8.5 KiB
8.5 KiB
Research & Design Decisions — i18n-ci-guard
Summary
- Feature:
i18n-ci-guard - Discovery Scope: Simple Addition (one Python script + one GH Actions
workflow + one baseline file). Extension-flavoured because it builds on
established
scripts/conventions and the canonical CJK regex used by the larger audit pipeline. - Key Findings:
- The canonical CJK match command
git grep -nIP '[\x{4e00}-\x{9fff}]' -- <path>is already used by the unmerged audit pipeline (PR #27) and is portable on every git ≥2.4 (ubuntu-latestships ≥2.40). scripts/check_i18n_logs.pyis a strong CLI/style precedent: Python-stdlib-only, exit0/1, output as<file>:<line>: <reason>: <snippet>, canonical regex[一-鿿].- The repository has no existing
pull_request-triggered GH Actions workflow; this guard introduces the first one. The only existing workflow (.github/workflows/docker-image.yml) runs on tag pushes only. - Current per-path counts on this branch:
backend/app=2707, frontend/src=902, locales/en.json=0. These are sample counts; the committed baseline must be regenerated againstmainat implementation time.
- The canonical CJK match command
Research Log
Canonical scan command
- Context: Requirement 2 needs a stable per-path CJK count and Requirement 5.5 forbids third-party packages.
- Sources Consulted:
audit_cjk.shfrom PR #27 commit3481408.git grepman page.
- Findings:
git grep -nIP '[\x{4e00}-\x{9fff}]' -- <path>returns one match per matching line in tracked, text-only files.-Iexcludes binary files;-Penables PCRE2 so the\x{...}Unicode range works.- This matches the input format consumed by the existing audit classifier, so the guard's match counts are directly comparable across pipelines.
- Implications:
- The guard re-uses this exact command; no new dependencies.
- Because
-Iskips binary files and tracked-only is the default, Requirements 2.5 and 2.6 are satisfied by the command itself rather than by additional script logic.
Baseline file format
- Context: Requirement 4 needs a diff-friendly committed baseline.
- Sources Consulted:
- Diff churn behaviour of JSON vs. line-oriented text in this repo's
history (e.g.
locales/*.jsonPR diffs frequently re-key, while plain-textparity.txtfrom PR #27 reads cleanly).
- Diff churn behaviour of JSON vs. line-oriented text in this repo's
history (e.g.
- Findings:
- Line-oriented
<path>\t<count>files produce minimal diffs and require no JSON parser. - A two-line file (one per scoped path) is large enough to be self-explanatory and small enough to never line-shuffle.
- Line-oriented
- Implications:
- Use plain text, sorted by path, single trailing newline. Reject the file as malformed if the script cannot parse it (Req 4.5).

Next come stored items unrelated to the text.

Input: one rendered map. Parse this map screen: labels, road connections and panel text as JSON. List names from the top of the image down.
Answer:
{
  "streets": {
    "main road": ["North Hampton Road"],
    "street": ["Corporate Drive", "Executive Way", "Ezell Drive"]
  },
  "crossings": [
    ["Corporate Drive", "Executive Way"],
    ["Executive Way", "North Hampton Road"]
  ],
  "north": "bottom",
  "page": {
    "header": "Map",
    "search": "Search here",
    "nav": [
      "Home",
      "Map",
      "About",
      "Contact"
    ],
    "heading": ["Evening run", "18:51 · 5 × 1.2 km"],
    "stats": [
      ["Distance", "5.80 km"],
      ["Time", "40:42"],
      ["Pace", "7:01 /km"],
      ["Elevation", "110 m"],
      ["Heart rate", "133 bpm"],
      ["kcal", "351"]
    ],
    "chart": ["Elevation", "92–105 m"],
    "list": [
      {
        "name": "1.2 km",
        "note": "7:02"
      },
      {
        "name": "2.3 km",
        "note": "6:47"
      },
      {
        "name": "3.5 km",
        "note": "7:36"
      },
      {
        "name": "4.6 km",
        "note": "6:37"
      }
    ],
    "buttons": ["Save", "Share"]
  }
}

Locale-catalogue scan path
- Context: Requirement 1 wants
key:lineper CJK offender inlocales/en.json. - Sources Consulted:
scripts/check_i18n_logs.py(flatten_keysreuse pattern).check_parity.pyfrom PR #27 (flatten,[cjk-in-en]block).
- Findings:
- Both precedents flatten the locale dict and run the canonical regex against each leaf string value. Line numbers are derivable by re-reading the file as text and matching the value's first occurrence (good enough for an actionable error message).
- Empty-string values and non-string leaf values (booleans, null) are skipped.
- Implications:
- Implement a tiny flatten-then-scan helper inside the guard script; do not add a new shared utility module.
GH Actions trigger and budget
- Context: Requirements 5.1, 5.5, 5.6.
- Sources Consulted:
- GitHub-hosted runners reference (
ubuntu-latest). actions/setup-python@v5README.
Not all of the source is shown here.